Wednesday, July 29

Prove it.

Geek/Nerd

Being a child of the 1980's I had to work to gain my computer/internet/gaming knowledge. It wasn't just handed to me as status quo. Enjoy this list of all the things my friends and I have worked through to get where we are today. Damn kids with your iPods, and your baggy pants, and your wallet chains, and your GUIs, and your... (rambles off into obscurity).

Sunday, July 26

This, my excavation

This is what I've done most nights since 2008. Mistakes were made, loves lost and found, and some were rebuilt to be gone forever. Confidence captured and shattered, but I still haven't learned every word, and there's something to be said for that. The stained glass windows I've seen while blazing past the slow and taking the road for myself. Those guitars overlapped and pulsing. You can hear the small imperfections of a heart through the strums. Don't be so sure you won't feel something tonight. And it still escapes me, trying to keep this expanse clear and dusted. All that you and I could have felt and fought for, if only you hadn't been so caught up drilling for fame. It comes in heartbreak, so it comes to me. The howls and slow drift of a winter's night spent recalling. Recalling all that hurt, and assuage and reconcile it to nothing that seems too real. Someday, you'll get it all. Every last word you're still trying to send me, and it will sink in. It will sink in and you won't know what to do. Everything you've felt and all the anger will dissipate into a flurry of needing to get up and chop wood and gather moss. You'll find yourself lost in the woods ready to begin again. I will be gone and you will be forgotten. She'll prove who she is and that she's going with me. No strings. Unencumbered. And I start to smile again with the high notes and the peel into the soft night air. Wouldn't need more than this if I tried. It will be the hardest I've ever cried and held you, and the loudest my smile has ever gotten.

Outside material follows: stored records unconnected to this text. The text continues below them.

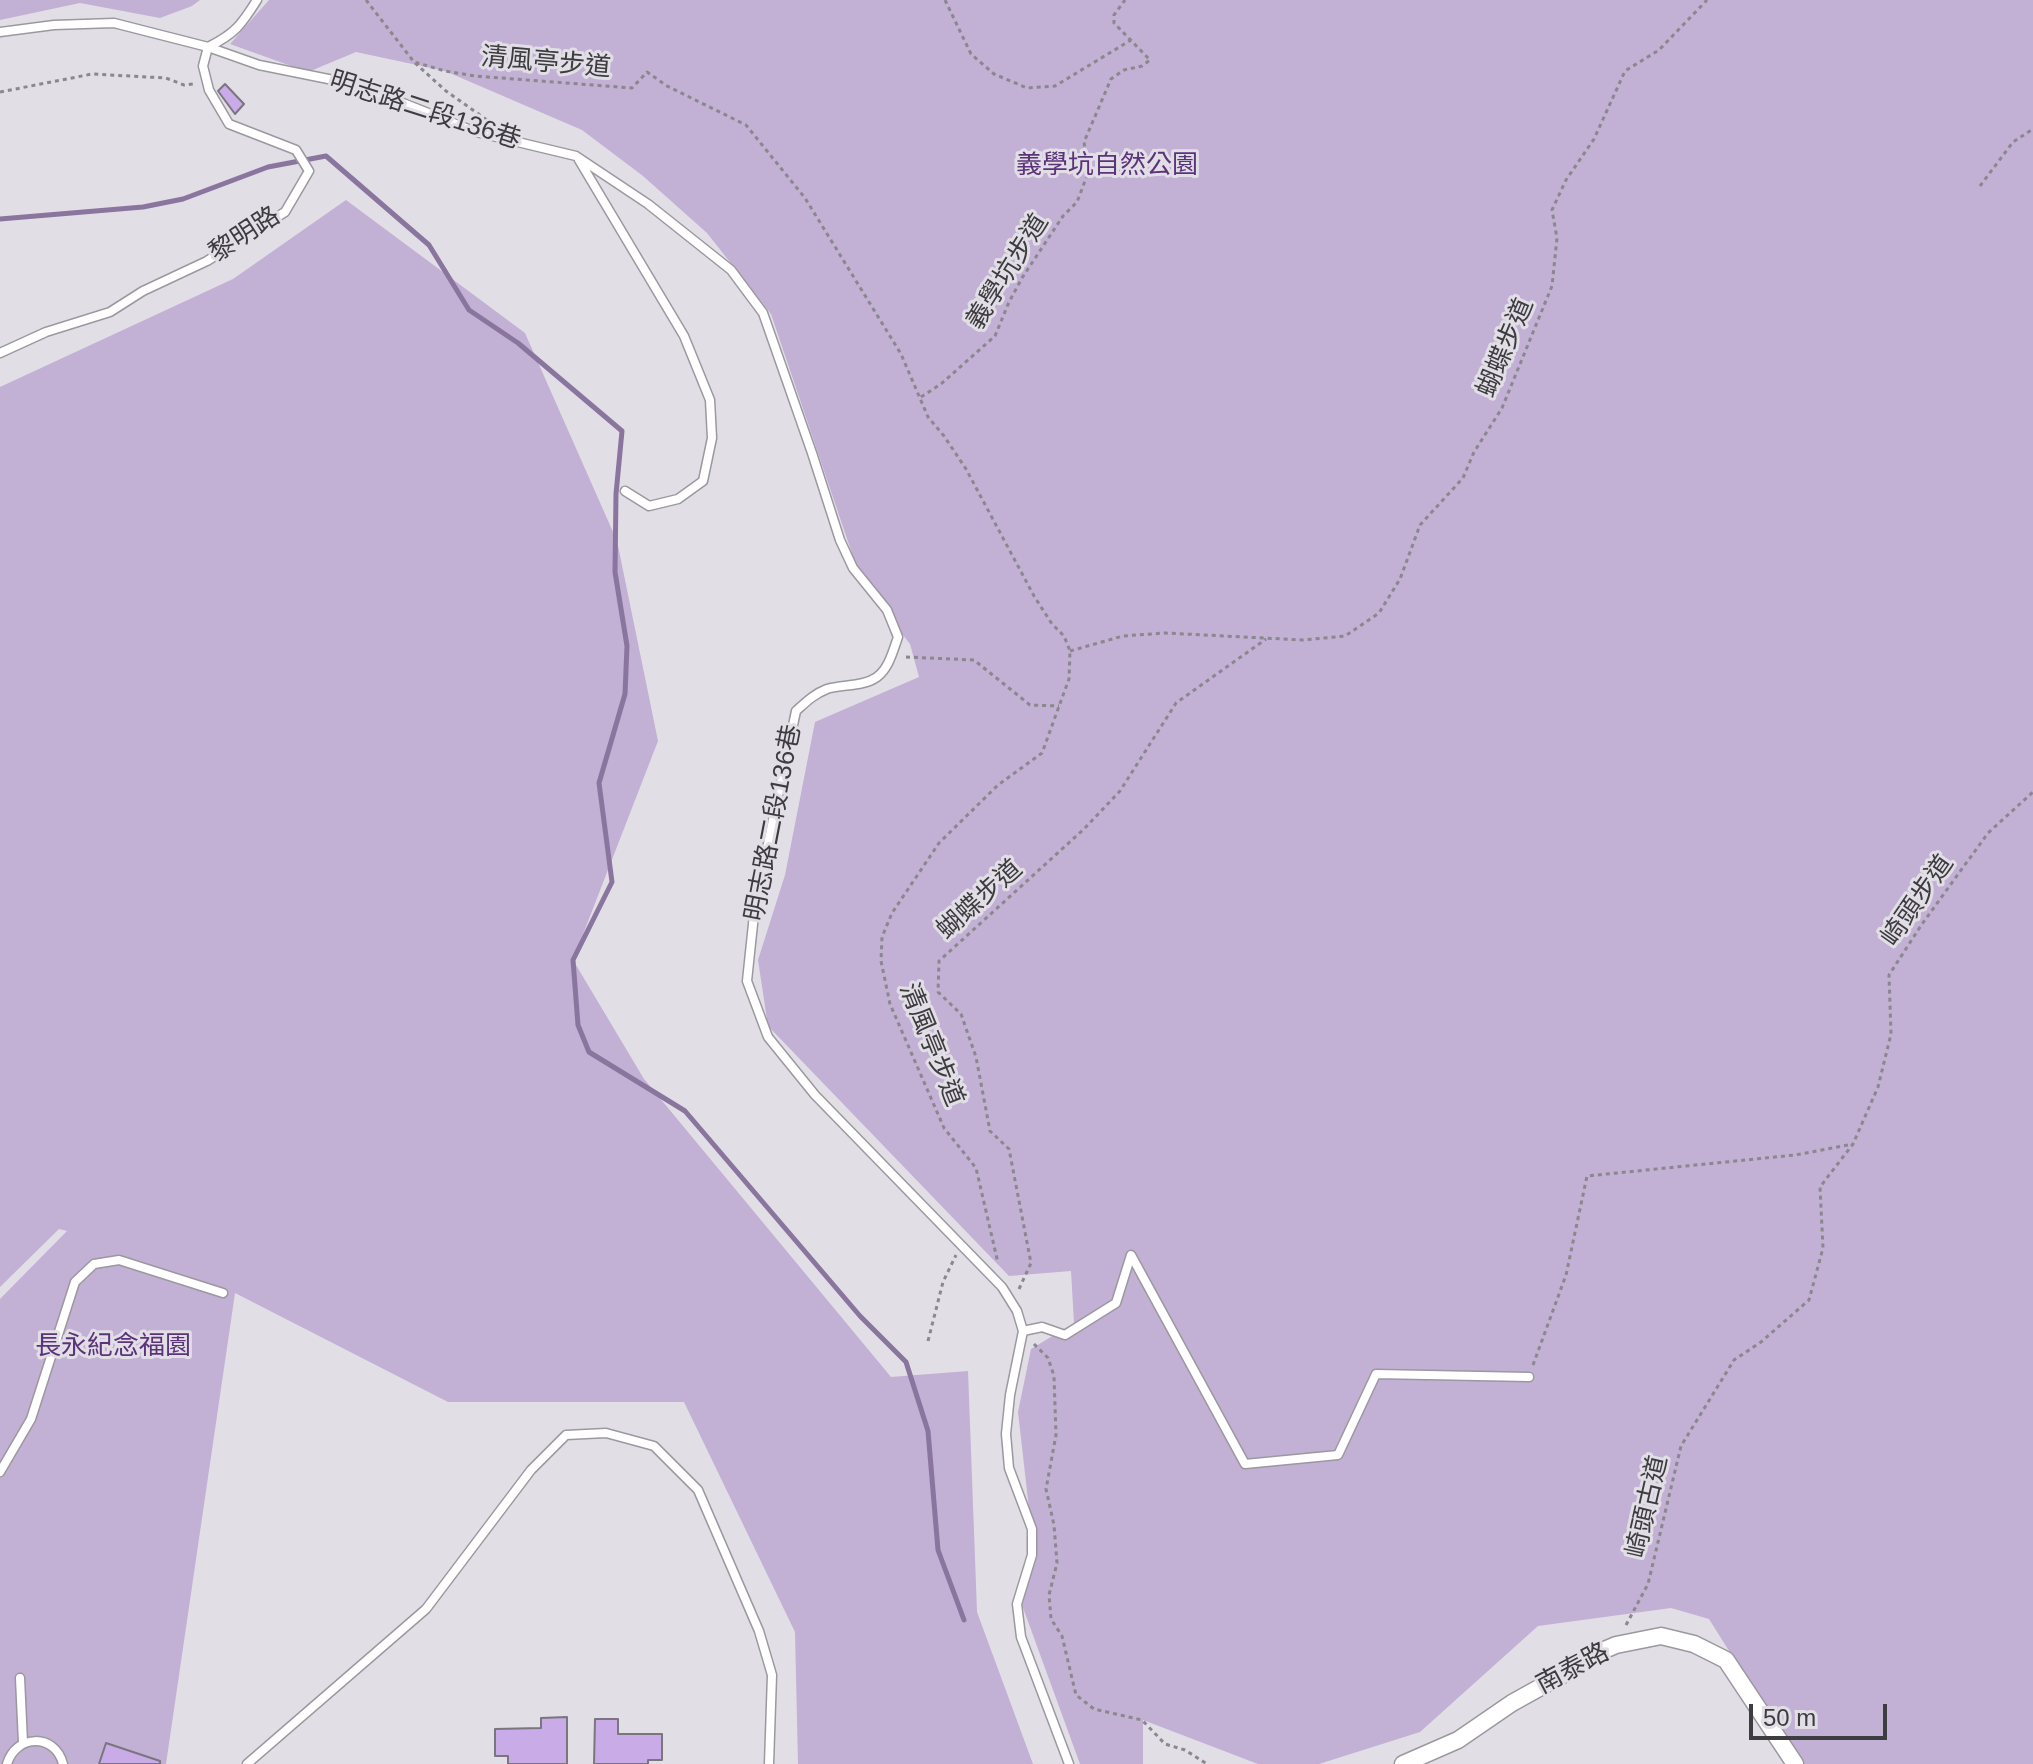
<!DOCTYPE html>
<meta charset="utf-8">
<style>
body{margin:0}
#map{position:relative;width:2033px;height:1764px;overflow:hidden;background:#e2dee6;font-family:Helvetica,sans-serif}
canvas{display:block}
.scale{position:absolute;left:1749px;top:1704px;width:138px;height:36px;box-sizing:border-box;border:4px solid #3d3c3f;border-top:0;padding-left:10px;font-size:24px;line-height:28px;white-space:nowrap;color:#3d3c3f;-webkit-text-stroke:6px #e2dee6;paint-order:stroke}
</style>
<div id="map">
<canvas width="2033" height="1764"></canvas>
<div class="scale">50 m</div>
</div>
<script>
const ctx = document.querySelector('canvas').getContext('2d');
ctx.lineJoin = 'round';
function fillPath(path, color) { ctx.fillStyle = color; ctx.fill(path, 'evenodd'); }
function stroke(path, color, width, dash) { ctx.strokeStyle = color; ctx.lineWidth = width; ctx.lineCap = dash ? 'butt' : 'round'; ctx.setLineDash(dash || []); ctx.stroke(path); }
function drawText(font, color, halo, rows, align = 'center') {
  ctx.font = font + ' Helvetica,"Noto Sans TC",sans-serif'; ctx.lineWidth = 6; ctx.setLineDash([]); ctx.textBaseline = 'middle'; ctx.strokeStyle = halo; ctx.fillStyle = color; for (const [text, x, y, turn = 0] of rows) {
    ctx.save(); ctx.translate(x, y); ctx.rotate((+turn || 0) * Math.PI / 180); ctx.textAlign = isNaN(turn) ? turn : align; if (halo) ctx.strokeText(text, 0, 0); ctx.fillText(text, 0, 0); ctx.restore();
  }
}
const green = new Path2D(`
 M0,0h200l-8,6 -32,12 -80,-15 -80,17z
 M269,0h1764v1764h-233l-91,-145 -38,-11 -133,18 -118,106 -101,32h-61l-115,-44v44h-63l-58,-159 10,-70 -14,-123 13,-63 43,-26 -3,-52 -62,5 -241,-250 -10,-66 27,-85 30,-153 104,-45 -9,-33 -48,-61 -91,-269 -64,-81 -64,-57 -61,-46 -137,-59 -89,-19 -48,20 -78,-28z
 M346,200l179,133 92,208 41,200 -85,219 71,119 247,298 77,-6 9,241 56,152h-235l-3,-132 -111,-230h-236l-213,-109 -69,471h-166v-465l67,-68 -8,-2 -59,58v-900l233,-108z`);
const stream = new Path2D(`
 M0,219l143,-12 40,-8 85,-32 58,-11 103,89 40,65 49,33 104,88 -6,63 -1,78 12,74 -2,48 -26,89 13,99 -39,78 5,65 11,27 96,59 175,205 46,46 22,69 10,119 26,70`);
const building = new Path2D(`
 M225,84l19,20 -9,10 -17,-23z
 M567,1717v47h-59v-8h-13v-27l46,-1v-10z
 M595,1719h23v15h44v26h-14v4h-54z
 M106,1743l54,18v3h-61z`);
const path = new Path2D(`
 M366,0l48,62 31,9 30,5 157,12 15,-16 20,14 79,39 59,73 96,156 27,63 16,19 22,33 68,127 18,28 12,12 6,15 -1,28 -27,74 -44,32 -59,58 -47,70 -10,24 -1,24 9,43 54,124 32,40 22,95
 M945,0l26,54 23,20 33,14 28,-2 76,-46
 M415,63l31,28 41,29
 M0,92l92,-18 74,4 18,7 9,-1
 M1980,186l33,-44 20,-13
 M921,397l20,-13 54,-48 14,-34 13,-24 41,-62 14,-14 11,-29 -4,-31 27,-63 13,-9 18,-4 8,-6 -36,-37v-8l11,-15
 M1070,651l53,-15 42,-3 138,7 42,-4 34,-23 21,-34 20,-54 43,-47 11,-26 28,-44 50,-122 5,-48 -5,-28 14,-30 28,-41 31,-68 34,-21 48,-50
 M906,657l68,3 56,45 29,1
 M1019,1289l12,-26 -22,-114 -19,-18 -14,-74 -15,-43 -23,-22 1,-31 145,-132 36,-38 56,-88 90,-64
 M928,1341l15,-59 13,-27
 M1034,1344l14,14 6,18 2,59 -10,54 8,36 3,38 -8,32 2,24 11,17 14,59 18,14 48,11 23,24 20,6 22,14
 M1533,1365l33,-90 21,-99 208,-21 58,-11
 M1626,1625l22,-41 33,-138 53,-86 27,-18 48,-42 14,-52 -3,-61 33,-43 25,-57 13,-53 -2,-59 33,-51 66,-91 45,-41`);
const lane = new Path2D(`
 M0,32l54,-7 60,-2 94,24 51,18 99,20 118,47 100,24 72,48 83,66 32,43 49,140 28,87 13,28 34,42 11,27c-5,14 -9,31 -21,40 -14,10 -34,7 -50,12 -13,5 -21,13 -31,22l-41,194 -8,76 21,56 47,58 187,192 15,24 6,20 -13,64 -4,39 3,34 23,61v26l-15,49 4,33 48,127
 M579,160l105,176 26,64 2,38 -9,43 -25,18 -29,7 -24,-15
 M0,353l46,-21 64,-20 33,-21 64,-30 78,-49 24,-41 -13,-21 -67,-26 -20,-34 -6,-24 5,-19c27,-13 34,-23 49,-47
 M1023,1331l19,-4 23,8 51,-32 15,-48 114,209 93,-9 38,-81 153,3
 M0,1472l31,-53 44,-137 19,-18 25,-4 104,33
 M20,1678l3,65
 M7,1764c9,-30 48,-31 56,0
 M247,1764l179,-155 105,-139 35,-35 40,-2 48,13 44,44 61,141 13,44 -3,89`);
const street = new Path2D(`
 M1403,1764l55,-24 54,-37 54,-30 22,-16 28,-12 45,-9 33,8 32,16 69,104`);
const streetNames = [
 ["清風亭步道",546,63,5],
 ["明志路二段136巷",425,111,18],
 ["黎明路",245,235,-33],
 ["義學坑步道",1008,272,-58],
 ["蝴蝶步道",1506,348,-67],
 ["明志路二段136巷",774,823,-79],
 ["蝴蝶步道",980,900,-42],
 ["崎頭步道",1918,901,-55],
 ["清風亭步道",931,1045,68],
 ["崎頭古道",1648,1507,-77],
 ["南泰路",1573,1669,-28]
];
const parkNames = [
 ["義學坑自然公園",1107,166],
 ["長永紀念福園",113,1347]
];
fillPath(green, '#c2b0d5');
stroke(stream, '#8a759e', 5);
fillPath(building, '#c9abe7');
stroke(building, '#7a767e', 2);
stroke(lane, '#9b989f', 11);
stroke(street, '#9b989f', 19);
stroke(path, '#8a878d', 3, [4, 4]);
stroke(lane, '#fff', 8);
stroke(street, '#fff', 16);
drawText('26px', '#3d3c3f', '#e2dee6', streetNames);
drawText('26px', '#5b337a', '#e2dee6', parkNames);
</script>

We'll have all this, and interpret the crows' calls into the winter mornings.
Bon Iver - For Emma, Forever Ago

Friday, July 24

Equality in the workplace

In a blast freezer everyone can see you fart, no matter what your social standing or income.

Wednesday, July 22

Little dreams, but still dreams.

I'd really like to have the opportunity to take an open flame to one of those Indiana Jones style spider web walls. I'm so curious.

Tuesday, July 21

TGIF

You know what's intense? When Carl Winslow would start up with the platitudes and the strings would strike up. Steve would calm down from his normal jitteriness and the Winslow kids would look deep in their Dad's eyes. There would be so much depth, to the point you would almost think Carl was going to cry. Everyone's eyes would well up, along with my own, and a lesson would be learned. No matter what trouble you got in that week with your parents, or how bad school was, Carl handled everything in a manner that made you happy to be on that couch that night, cradled and comfortable for the weekend.

Tuesday, July 14

On the eve of the new Harry Potter

Is it possible to hit a cockroach so hard that it completely disapparates? Tonight's evidence suggests that it is.

As it all ends.

When the end times come leave me be. I'll sit outside a cafe drinking lightly sweetened iced tea and watching the women pass by because a side effect of the end of days is the beautification of females to be exotic, scantily clad warrior princesses. Yes, just leave me be with my journal and Amazonian goddesses.

Wednesday, July 8

{f**k}


You know what I'm going to say. Haven't we evolved any? These girls obviously have thumbs.

Monday, July 6

True Origins


If the original X-Men six-player arcade game had been free, or I possessed a key to open the coin collector and flip the credit switch, there is a definite possibility that I would have grown up as, what most would call, developmentally disabled. Like those kids in adolescent psychology text book studies that are trapped in basements by abusive parents and never see the sun or other people until they're 16. That would be me. Just screaming at passers-by, crying and playing X-Men all day. You can imagine how happy I was to find an emulator to play it on my computer. The five key on the keyboard gives me infinite credits, so I'll talk to you all in the distant future.

Friday, July 3

peep peep

Can I just pretend I'm tweeting on my Blogger site? Can these sites have more grown-up names?